Juristisch gesehen galt Zahngold nach dem Tod seines Trägers bis vor kurzem noch als „herrenlose Sache“, die auch den Erben nicht automatisch zusteht. Wer sie an sich brachte, machte sich deshalb auch nicht des Diebstahls schuldig. In seinem Urteil gegen die übermotivierten Krematoriumsmitarbeiter wertete jüngst das Oberlandesgericht Bamberg Zahngold als Teil der Asche. Diese steht seit 1953 unter dem Schutz der Totenruhe. Sie zu stören ist strafbar.
„Asche eines verstorbenen Menschen“ umfasst demnach grundsätzlich alle Arten von Verbrennungsrückständen – also auch jene mit dem menschlichen Körper zu Lebzeiten fest verbundenen fremden Bestandteile, die nicht verbrennbar sind und als Verbrennungsrückstand verbleiben. Laut Richterspruch muss künftig das Zahngold nach der Einäscherung in die jeweiligen Urnen gegeben werden. Alles andere sei ein „verachtenswerter Eingriff in den postmortalen Persönlichkeitsschutz“.
Dabei war der Weiterverkauf von Prothesen und Zahngold bislang bei fast der Hälfte der Krematorien in Deutschland üblich. Dies hat eine Umfrage des Fernsehmagazins „Wiso“ ergeben. Zudem holten nur sehr wenige der Krematorien vor dem Verkauf die Einwilligung der Angehörigen ein, obwohl die Ethikregeln der Branche dies vorsehen. Eine Angehörigenerklärung, wie sie in manchen Kommunen vor allem mit Blick auf größere Teile wie Sargbeschläge, Nägel, Schrauben und künstliche Gelenke üblich ist, wird nicht bundesweit angeboten. Mit dieser obligaten Erklärung akzeptieren Hinterbliebene, dass persönliche Gegenstände, die am Leichnam belassen werden, nach der Einäscherung nicht mehr ausgehändigt werden können.
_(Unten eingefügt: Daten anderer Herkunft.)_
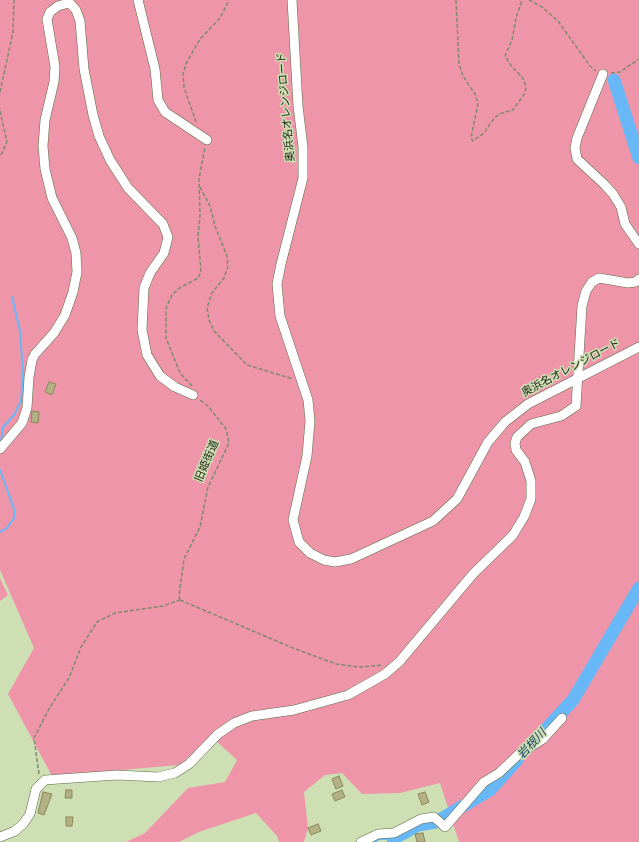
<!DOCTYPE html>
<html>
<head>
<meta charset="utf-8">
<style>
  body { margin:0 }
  canvas { display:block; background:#cedfb3 }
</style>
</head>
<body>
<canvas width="639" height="842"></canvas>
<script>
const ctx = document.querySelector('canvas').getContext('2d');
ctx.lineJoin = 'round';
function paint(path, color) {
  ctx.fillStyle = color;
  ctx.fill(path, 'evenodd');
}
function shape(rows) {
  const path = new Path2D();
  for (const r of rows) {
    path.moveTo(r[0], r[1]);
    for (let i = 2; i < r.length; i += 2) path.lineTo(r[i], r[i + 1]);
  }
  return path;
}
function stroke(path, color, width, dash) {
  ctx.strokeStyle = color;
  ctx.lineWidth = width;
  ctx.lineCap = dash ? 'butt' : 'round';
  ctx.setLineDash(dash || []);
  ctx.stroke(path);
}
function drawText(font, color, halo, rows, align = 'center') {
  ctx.font = font + ' "PT Sans Narrow","Noto Sans JP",sans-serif';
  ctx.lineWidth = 3;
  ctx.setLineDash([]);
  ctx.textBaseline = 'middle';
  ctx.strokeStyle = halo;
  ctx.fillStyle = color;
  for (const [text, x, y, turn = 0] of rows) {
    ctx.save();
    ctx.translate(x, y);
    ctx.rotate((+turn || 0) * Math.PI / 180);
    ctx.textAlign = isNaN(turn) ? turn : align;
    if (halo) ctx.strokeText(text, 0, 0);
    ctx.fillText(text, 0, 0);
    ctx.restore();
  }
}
const green = shape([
  [0,0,639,0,639,842,459,842,440,783,400,793,362,794,342,773,325,775,304,792,308,828,304,842,279,842,277,836,256,813,199,832,179,842,126,842,145,833,188,788,225,782,237,760,213,738,179,765,52,776,8,694,34,648,0,570],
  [0,578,8,595,0,601]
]);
const stream = shape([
  [1,442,3,427,14,415,21,401,23,374,20,331,12,297],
  [0,470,14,509,14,518,7,528,0,532],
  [375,842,379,839,393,839,394,842]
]);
const river = shape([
  [614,80,639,158],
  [548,727,573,700,639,588],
  [393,839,418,825,436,822,490,790,517,760]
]);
const building = shape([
  [49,382,56,384,52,395,45,392,49,382],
  [32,411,39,412,38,423,31,422,32,411],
  [339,776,343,786,336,789,332,779,339,776],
  [66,790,72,790,72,798,65,798,66,790],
  [342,790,345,797,335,801,332,794,342,790],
  [43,792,52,794,44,815,38,813,43,792],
  [425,792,429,802,422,805,418,794,425,792],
  [66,817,73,817,72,826,66,826,66,817],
  [318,824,321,831,311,835,308,828,318,824],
  [423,833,425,842,417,842,415,834,423,833]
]);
const path = shape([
  [456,0,459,64,463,76,475,94,478,103,471,138,473,141,484,133,492,121,499,114,513,110,525,93,526,86,522,77,512,67,505,56,512,40,516,18,522,0],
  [529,0,542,7,558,21,590,66,596,71],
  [611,73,620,72,639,59],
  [0,92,13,32,14,0],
  [0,111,7,142,0,157],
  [196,122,184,87,183,73,187,62,200,39,220,18,229,0],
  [200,187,210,206,215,226,227,256,228,266,224,278,212,293,207,308,209,320,214,331,247,365,293,379],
  [192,386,180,373,166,338,166,308,172,295,178,289,198,278,201,272,198,237,200,215,199,179,205,147],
  [180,600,179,595,184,559,200,527,208,487,229,443,226,429,208,406,199,399],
  [180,600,293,648,336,664,360,667,383,665],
  [39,774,34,738,50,707,69,678,81,647,97,622,115,613,163,606,180,600]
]);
const minor = shape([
  [138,0,155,69,158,100,165,112,207,140],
  [292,0,298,106,303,147,303,178,281,264,277,284,280,316,308,400,310,421,307,456,293,520,299,542,310,553,324,560,335,562,351,559,433,521,457,499,488,442,505,422,528,404,639,347],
  [68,1,76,10,80,21,84,69,93,115,99,136,110,160,128,188,163,224,168,237,164,253,150,273,144,288,142,330,147,355,160,376,175,387,193,395],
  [603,74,577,138,575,148,577,159,604,184,613,194,621,207,625,224,639,244],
  [0,449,22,423,27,408,29,377,32,360,35,354,54,333,65,315,73,292,77,272,76,253,72,238,52,198,45,169,43,146,45,120,54,82,55,67,47,19,50,12,58,6,65,4,68,0],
  [0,837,15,831,23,824,30,814,36,789,45,780,117,775,158,777,175,773,189,764,218,734,234,723,252,716,294,710,348,695,385,674,399,662,473,574,513,535,524,517,531,499,531,481,525,462,516,450,515,443,517,437,531,424,561,416,576,406,582,306,586,291,592,282,599,278,628,283,636,282,639,279],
  [361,842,378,834,394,833,421,819,434,817,445,827,484,782,499,773,519,754,543,739,562,718]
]);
const streetNames = [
  ["奥浜名オレンジロード",286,107,-95],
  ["奥浜名オレンジロード",571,368,-28],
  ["旧姫街道",207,461,-67]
];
const waterNames = [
  ["岩根川",532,744,-47]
];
paint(green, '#ef95aa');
stroke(stream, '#68b8f8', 2);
stroke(river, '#68b8f8', 13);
paint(building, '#b3b083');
stroke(building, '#8a875c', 1);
stroke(minor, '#5b6942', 10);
stroke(path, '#7e8a6b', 1.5, [4, 2]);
stroke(minor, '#fff', 9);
drawText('11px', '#202616', '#cedfb3', streetNames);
drawText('italic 12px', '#164161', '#cedfb3', waterNames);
</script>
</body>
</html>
Nach dem Bamberger Zahngold-Urteil fordern Fachleute nun eine klare gesetzliche Regelung – nicht nur wegen der Einäscherungen. Denn auch bei Erdbestattungen werden nach Ablauf der Liegezeit (bis zu 20 Jahre) die Gräber ausgehoben und für eine neue Nutzung vorbereitet. Auch dabei kann Zahngold oder ein dem Verstorbenen beigegebener Ehering wieder zutage treten.